Directions for this task:
Reproduce each record verbatim, images excluded.

Stored data
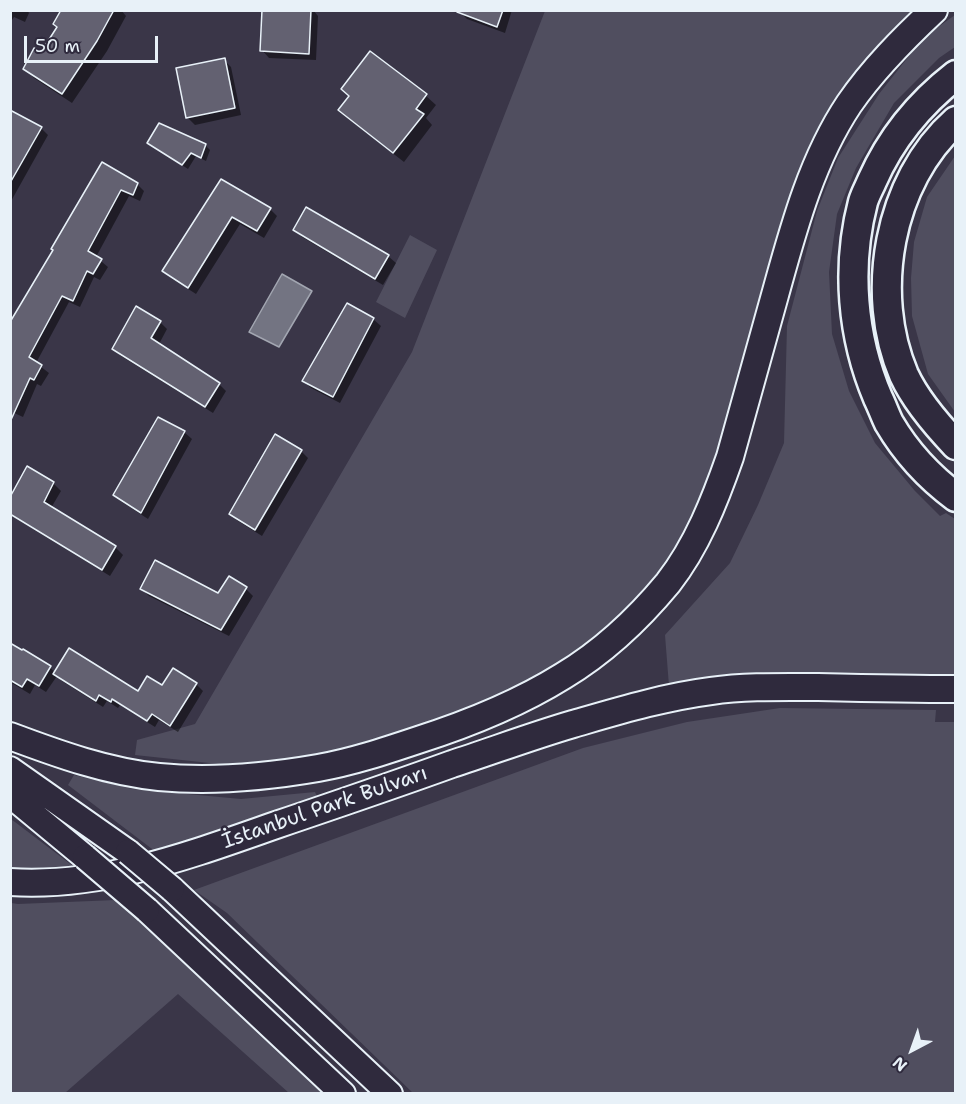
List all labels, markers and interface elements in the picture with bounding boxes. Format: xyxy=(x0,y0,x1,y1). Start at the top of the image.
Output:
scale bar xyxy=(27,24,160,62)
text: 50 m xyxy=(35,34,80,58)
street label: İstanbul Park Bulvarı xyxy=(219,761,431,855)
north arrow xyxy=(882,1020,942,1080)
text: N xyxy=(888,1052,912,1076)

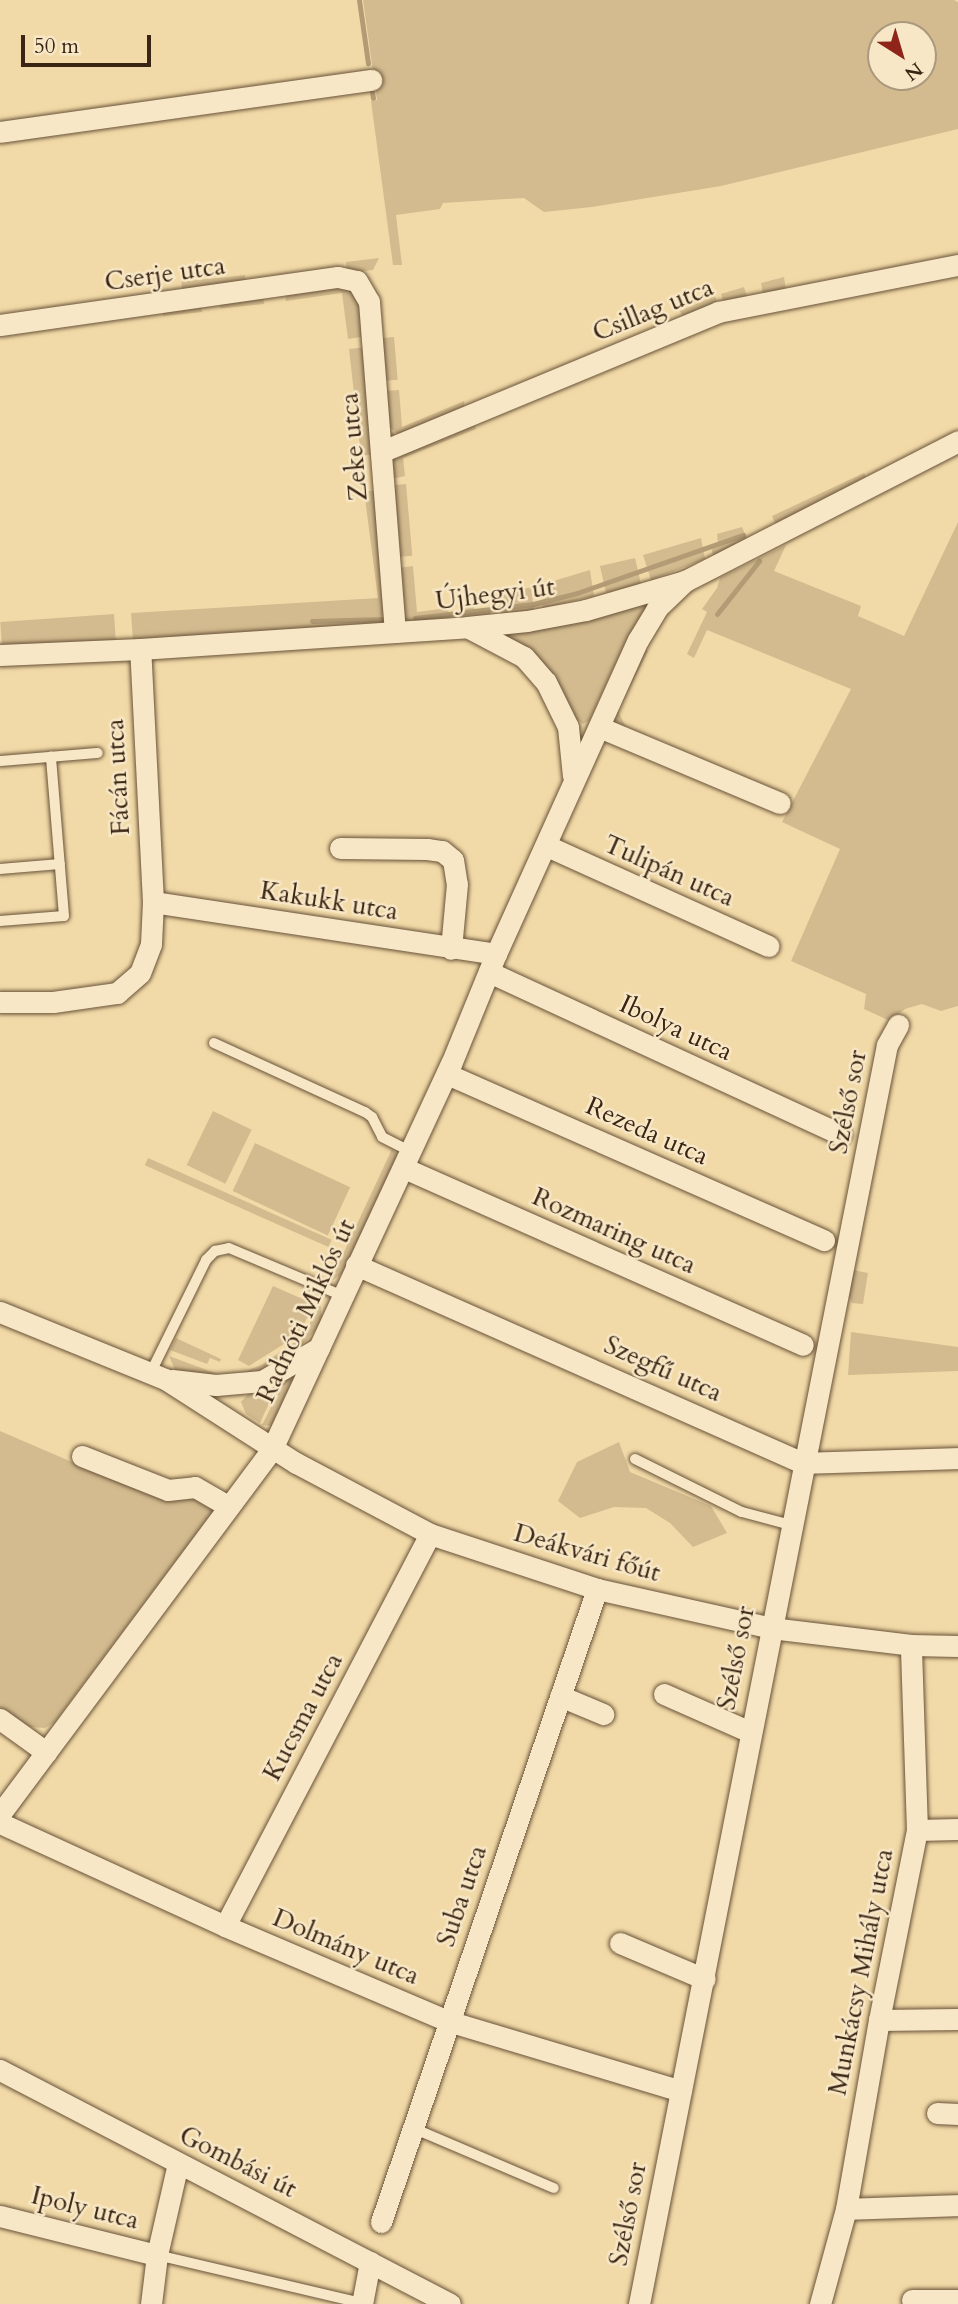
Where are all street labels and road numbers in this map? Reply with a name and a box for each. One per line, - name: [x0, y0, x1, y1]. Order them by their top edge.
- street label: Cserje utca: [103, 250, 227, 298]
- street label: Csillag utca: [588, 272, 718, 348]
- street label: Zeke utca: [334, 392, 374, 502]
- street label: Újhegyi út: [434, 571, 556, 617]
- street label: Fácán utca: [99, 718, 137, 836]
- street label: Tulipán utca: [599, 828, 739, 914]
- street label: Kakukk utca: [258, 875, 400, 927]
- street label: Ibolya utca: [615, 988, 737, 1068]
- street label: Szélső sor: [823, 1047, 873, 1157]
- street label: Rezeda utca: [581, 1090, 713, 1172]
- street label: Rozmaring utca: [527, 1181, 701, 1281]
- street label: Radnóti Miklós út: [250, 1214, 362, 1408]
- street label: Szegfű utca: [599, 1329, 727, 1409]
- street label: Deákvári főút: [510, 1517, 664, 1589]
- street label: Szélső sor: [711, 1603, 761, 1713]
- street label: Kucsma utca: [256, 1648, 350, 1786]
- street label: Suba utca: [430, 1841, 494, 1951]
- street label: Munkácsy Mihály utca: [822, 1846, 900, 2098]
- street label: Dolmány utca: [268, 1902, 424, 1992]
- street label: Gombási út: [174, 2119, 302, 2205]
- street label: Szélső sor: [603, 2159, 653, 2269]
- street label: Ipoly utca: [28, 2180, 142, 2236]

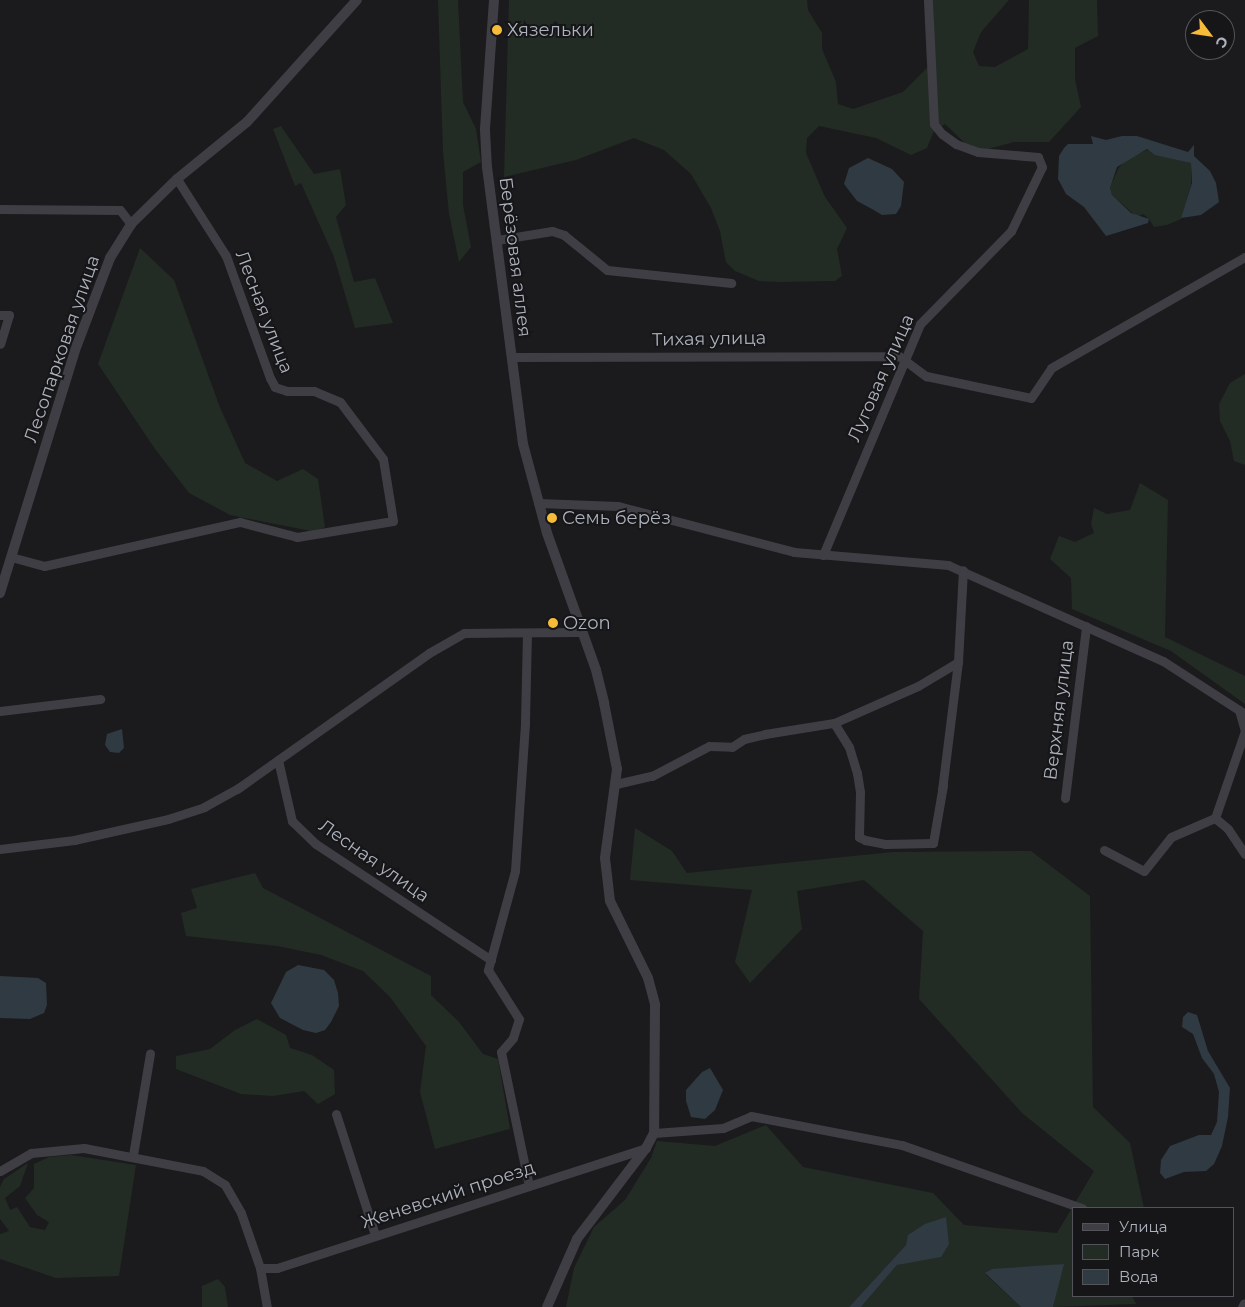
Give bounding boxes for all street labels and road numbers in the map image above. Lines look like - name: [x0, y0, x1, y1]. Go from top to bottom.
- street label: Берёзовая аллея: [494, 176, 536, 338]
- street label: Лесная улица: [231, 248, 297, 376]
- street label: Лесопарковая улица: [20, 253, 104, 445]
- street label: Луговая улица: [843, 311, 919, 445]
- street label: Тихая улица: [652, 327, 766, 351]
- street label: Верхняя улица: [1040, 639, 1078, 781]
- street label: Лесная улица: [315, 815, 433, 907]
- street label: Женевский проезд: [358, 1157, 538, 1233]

Response:
List all labels, markers and interface elements in the picture with bounding boxes. Format: xyxy=(x0,y0,x1,y1). Start at the top of the image.
Output:
scale bar xyxy=(27,24,160,62)
text: 50 m xyxy=(35,34,80,58)
street label: İstanbul Park Bulvarı xyxy=(219,761,431,855)
north arrow xyxy=(882,1020,942,1080)
text: N xyxy=(888,1052,912,1076)

Where are all street labels and road numbers in this map? Reply with a name and a box for each. One per line, - name: [x0, y0, x1, y1]. Order them by their top edge.
- street label: Cserje utca: [103, 250, 227, 298]
- street label: Csillag utca: [588, 272, 718, 348]
- street label: Zeke utca: [334, 392, 374, 502]
- street label: Újhegyi út: [434, 571, 556, 617]
- street label: Fácán utca: [99, 718, 137, 836]
- street label: Tulipán utca: [599, 828, 739, 914]
- street label: Kakukk utca: [258, 875, 400, 927]
- street label: Ibolya utca: [615, 988, 737, 1068]
- street label: Szélső sor: [823, 1047, 873, 1157]
- street label: Rezeda utca: [581, 1090, 713, 1172]
- street label: Rozmaring utca: [527, 1181, 701, 1281]
- street label: Radnóti Miklós út: [250, 1214, 362, 1408]
- street label: Szegfű utca: [599, 1329, 727, 1409]
- street label: Deákvári főút: [510, 1517, 664, 1589]
- street label: Szélső sor: [711, 1603, 761, 1713]
- street label: Kucsma utca: [256, 1648, 350, 1786]
- street label: Suba utca: [430, 1841, 494, 1951]
- street label: Munkácsy Mihály utca: [822, 1846, 900, 2098]
- street label: Dolmány utca: [268, 1902, 424, 1992]
- street label: Gombási út: [174, 2119, 302, 2205]
- street label: Szélső sor: [603, 2159, 653, 2269]
- street label: Ipoly utca: [28, 2180, 142, 2236]

Give bounding boxes for all street labels and road numbers in the map image above. Lines look like - name: [x0, y0, x1, y1]. Go from top to bottom.
- street label: Берёзовая аллея: [494, 176, 536, 338]
- street label: Лесная улица: [231, 248, 297, 376]
- street label: Лесопарковая улица: [20, 253, 104, 445]
- street label: Луговая улица: [843, 311, 919, 445]
- street label: Тихая улица: [652, 327, 766, 351]
- street label: Верхняя улица: [1040, 639, 1078, 781]
- street label: Лесная улица: [315, 815, 433, 907]
- street label: Женевский проезд: [358, 1157, 538, 1233]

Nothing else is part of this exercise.